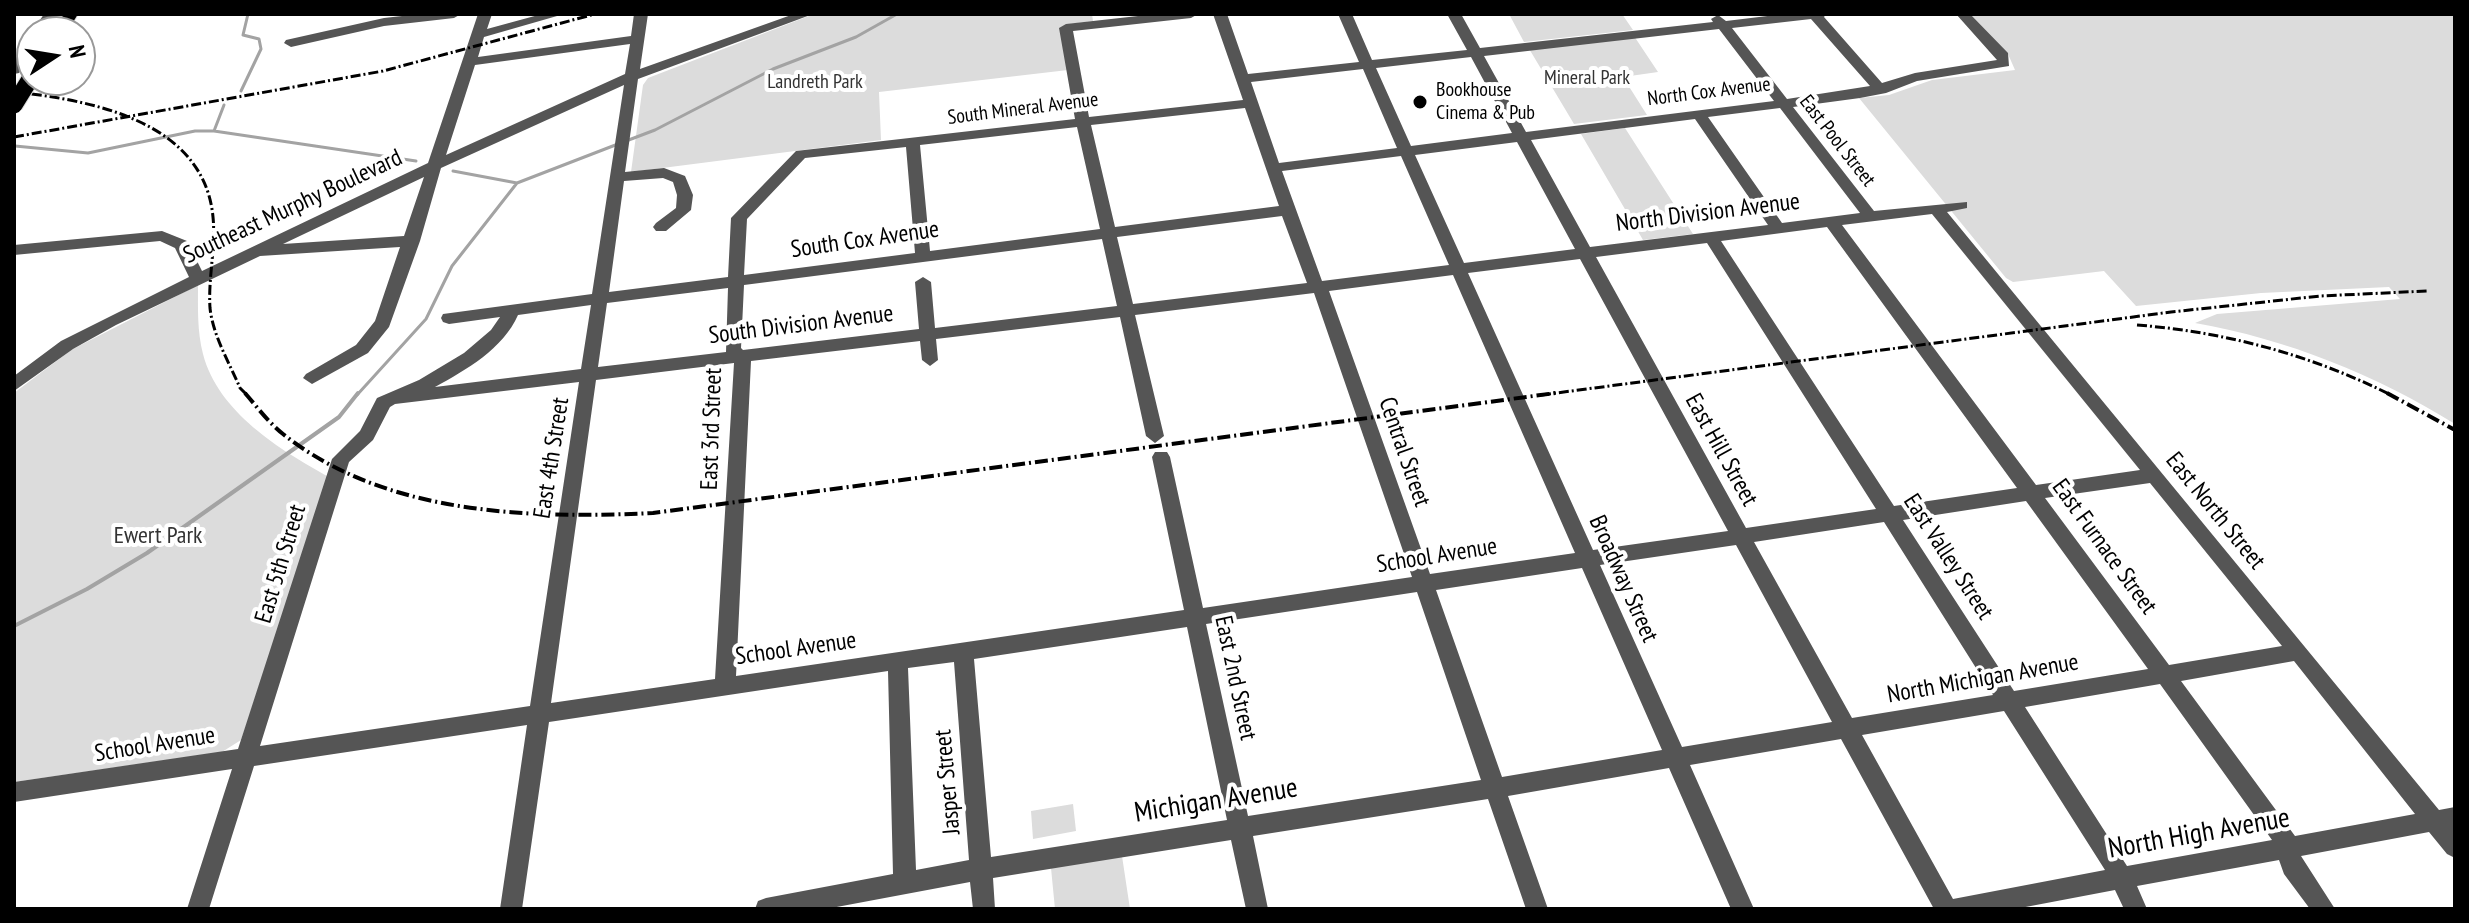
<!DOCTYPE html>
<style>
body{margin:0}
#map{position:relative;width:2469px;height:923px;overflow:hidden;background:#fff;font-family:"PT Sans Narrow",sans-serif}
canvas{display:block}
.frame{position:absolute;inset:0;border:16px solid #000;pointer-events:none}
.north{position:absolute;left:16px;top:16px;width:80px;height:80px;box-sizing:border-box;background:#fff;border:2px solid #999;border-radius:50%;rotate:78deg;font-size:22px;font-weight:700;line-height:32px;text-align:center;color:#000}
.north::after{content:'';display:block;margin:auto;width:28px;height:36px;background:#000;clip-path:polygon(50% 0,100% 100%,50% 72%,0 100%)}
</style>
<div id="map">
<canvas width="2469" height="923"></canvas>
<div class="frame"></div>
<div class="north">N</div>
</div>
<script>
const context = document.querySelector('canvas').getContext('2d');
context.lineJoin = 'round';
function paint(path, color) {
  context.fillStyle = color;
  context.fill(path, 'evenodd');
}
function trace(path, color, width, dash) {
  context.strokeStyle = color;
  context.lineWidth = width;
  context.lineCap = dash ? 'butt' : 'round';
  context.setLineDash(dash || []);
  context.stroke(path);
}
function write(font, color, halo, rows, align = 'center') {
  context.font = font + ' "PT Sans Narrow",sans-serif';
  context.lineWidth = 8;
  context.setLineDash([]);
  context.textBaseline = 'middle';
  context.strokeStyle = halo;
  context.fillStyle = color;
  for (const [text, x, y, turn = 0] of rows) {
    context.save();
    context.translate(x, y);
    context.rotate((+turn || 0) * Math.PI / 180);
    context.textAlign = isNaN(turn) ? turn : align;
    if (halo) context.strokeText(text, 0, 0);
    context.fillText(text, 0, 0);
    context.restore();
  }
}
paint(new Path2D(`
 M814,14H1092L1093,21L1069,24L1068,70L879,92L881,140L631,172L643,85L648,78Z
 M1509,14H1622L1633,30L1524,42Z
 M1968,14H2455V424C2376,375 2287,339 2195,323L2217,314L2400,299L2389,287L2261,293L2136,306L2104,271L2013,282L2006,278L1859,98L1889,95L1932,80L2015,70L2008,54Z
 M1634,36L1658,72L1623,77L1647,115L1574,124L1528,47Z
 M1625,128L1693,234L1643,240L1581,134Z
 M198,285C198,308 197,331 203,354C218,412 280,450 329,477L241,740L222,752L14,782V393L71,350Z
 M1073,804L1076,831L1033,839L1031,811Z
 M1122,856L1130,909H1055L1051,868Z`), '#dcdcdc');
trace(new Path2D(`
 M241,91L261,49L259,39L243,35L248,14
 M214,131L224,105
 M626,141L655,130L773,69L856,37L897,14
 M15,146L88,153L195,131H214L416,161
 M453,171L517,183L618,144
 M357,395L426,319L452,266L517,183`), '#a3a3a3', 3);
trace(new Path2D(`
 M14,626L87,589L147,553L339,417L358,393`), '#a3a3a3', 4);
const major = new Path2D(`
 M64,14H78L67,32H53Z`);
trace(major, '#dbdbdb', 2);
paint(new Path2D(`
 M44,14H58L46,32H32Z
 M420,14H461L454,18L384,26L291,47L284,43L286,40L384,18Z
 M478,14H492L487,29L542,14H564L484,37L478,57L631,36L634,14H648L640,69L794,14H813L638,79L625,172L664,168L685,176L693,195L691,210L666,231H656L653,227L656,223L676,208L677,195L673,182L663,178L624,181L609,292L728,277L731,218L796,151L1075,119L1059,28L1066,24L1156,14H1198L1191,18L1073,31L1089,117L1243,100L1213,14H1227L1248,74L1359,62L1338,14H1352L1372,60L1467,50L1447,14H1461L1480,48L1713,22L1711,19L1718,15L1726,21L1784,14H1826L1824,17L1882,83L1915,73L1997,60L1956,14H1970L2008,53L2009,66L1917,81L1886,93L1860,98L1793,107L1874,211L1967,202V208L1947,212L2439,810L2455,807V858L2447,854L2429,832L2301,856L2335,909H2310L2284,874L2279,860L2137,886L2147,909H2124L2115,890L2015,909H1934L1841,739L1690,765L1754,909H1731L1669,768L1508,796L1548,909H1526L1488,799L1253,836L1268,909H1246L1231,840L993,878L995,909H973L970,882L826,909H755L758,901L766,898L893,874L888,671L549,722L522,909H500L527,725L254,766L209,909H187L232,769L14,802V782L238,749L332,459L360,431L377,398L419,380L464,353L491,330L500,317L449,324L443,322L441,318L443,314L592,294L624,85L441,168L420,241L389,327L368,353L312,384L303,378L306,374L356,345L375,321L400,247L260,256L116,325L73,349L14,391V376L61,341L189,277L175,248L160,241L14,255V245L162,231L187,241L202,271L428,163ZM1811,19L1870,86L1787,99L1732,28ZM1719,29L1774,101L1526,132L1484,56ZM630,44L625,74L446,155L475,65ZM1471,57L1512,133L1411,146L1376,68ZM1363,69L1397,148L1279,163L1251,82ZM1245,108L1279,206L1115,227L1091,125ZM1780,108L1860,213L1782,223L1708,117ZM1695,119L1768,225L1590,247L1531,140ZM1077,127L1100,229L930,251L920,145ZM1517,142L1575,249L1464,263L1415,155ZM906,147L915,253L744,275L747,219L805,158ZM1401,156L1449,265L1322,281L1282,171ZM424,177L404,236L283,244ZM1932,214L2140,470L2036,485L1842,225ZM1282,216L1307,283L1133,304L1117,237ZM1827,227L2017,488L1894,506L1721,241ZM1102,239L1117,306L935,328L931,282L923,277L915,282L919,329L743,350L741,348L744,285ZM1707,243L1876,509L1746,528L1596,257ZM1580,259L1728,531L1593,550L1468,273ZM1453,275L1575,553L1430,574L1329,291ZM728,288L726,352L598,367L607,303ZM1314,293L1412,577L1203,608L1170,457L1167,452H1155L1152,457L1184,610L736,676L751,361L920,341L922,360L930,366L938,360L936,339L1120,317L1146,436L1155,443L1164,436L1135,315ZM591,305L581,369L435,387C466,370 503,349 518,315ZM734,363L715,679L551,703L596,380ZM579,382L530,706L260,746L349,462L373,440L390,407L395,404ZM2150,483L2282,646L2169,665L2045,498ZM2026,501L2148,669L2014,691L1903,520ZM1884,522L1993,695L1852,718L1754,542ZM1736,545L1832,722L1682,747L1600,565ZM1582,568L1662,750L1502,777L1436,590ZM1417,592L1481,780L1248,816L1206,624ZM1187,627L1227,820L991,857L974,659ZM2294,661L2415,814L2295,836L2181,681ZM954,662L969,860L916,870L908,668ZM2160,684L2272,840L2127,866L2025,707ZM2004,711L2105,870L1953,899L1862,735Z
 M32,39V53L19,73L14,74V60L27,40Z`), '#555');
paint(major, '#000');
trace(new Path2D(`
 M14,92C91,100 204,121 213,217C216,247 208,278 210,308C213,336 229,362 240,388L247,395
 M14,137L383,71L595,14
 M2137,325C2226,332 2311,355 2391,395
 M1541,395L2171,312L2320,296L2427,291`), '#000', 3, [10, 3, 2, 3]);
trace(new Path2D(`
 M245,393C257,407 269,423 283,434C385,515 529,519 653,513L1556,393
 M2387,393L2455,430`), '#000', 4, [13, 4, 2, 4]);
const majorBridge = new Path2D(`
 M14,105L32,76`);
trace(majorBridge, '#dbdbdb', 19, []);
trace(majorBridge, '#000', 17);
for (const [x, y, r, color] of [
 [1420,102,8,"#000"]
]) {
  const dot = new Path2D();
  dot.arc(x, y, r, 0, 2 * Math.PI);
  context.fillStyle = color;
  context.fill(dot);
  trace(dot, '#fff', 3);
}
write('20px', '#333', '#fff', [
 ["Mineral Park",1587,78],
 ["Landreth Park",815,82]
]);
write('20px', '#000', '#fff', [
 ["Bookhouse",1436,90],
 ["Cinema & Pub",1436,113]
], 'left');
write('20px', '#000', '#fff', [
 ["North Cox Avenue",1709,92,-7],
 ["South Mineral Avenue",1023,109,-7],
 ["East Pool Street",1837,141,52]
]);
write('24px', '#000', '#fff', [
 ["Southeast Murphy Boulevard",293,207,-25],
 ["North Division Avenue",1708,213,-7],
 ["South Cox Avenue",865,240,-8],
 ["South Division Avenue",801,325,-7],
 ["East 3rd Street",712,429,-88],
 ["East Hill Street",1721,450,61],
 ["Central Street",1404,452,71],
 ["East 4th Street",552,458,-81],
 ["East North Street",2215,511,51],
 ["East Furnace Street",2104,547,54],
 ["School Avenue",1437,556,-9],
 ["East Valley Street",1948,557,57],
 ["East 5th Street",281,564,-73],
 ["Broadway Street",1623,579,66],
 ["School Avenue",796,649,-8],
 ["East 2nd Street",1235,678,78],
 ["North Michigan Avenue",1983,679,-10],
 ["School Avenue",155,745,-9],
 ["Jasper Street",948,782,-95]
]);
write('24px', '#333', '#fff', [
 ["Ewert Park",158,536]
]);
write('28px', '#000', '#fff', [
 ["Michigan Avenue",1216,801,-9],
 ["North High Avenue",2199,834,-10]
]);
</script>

#### Activity
Say, as a bare number, how many lines above contain the word "strokeStyle".

#### Result below
2